Peter Grimsdale, the former C4 commissioning editor who oversaw Big Brother series three across all platforms, believes that C5 could do worse than offer "classic Big Brother" without the gimmicks and rule-breaking (such as bringing back evicted contestants) which he believes marred later C4 series. "Sometimes it tried to be innovative for its own sake, and that often doesn't work," says Grimsdale.

But it's a suggestion that is rejected the one senior source on the C5 version. "To do that you would have to go back in time and not even Richard Desmond could do that. When the show started it was innocent and it was still interesting to watch someone brushing their teeth because the format was so new. But as people got used to it this box of tricks opened up which we fully intend to use to defy viewer expectations. Using the box of tricks is in fact classic Big Brother and what you will see on Channel 5 is very recognisable Big Brother."

However, the so-called "Neighbours phenomenon" is a source of anxiety.
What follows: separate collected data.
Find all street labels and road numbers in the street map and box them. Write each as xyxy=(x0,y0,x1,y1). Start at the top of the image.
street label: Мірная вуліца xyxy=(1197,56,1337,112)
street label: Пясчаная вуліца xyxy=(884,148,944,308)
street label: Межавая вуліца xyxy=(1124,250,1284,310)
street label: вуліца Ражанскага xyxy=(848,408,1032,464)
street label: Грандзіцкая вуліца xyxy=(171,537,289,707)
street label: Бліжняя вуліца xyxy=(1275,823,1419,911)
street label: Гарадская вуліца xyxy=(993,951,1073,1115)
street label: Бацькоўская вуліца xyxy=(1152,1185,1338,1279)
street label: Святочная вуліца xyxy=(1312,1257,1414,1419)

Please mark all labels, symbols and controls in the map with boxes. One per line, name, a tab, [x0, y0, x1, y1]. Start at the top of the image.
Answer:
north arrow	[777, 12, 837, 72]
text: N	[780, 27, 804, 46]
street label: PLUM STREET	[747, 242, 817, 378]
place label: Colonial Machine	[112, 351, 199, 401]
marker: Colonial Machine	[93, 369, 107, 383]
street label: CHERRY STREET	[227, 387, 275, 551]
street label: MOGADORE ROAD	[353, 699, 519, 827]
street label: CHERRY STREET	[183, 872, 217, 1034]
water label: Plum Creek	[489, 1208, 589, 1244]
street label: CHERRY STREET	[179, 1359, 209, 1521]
The Australian soap finished its run on BBC1 on a Friday in 2008 and lost about 300,000 viewers when it tipped up on C5 the following Monday. "Quite why the loyal fans wouldn't press the five button is still a mystery," says the Big Brother source. "And of course we are fully expecting some loyal Big Brother viewers not to tune in."

Rumours that the ambitious talent grab could mean cuts to the production budget for Celebrity Big Brother are denied by show insiders.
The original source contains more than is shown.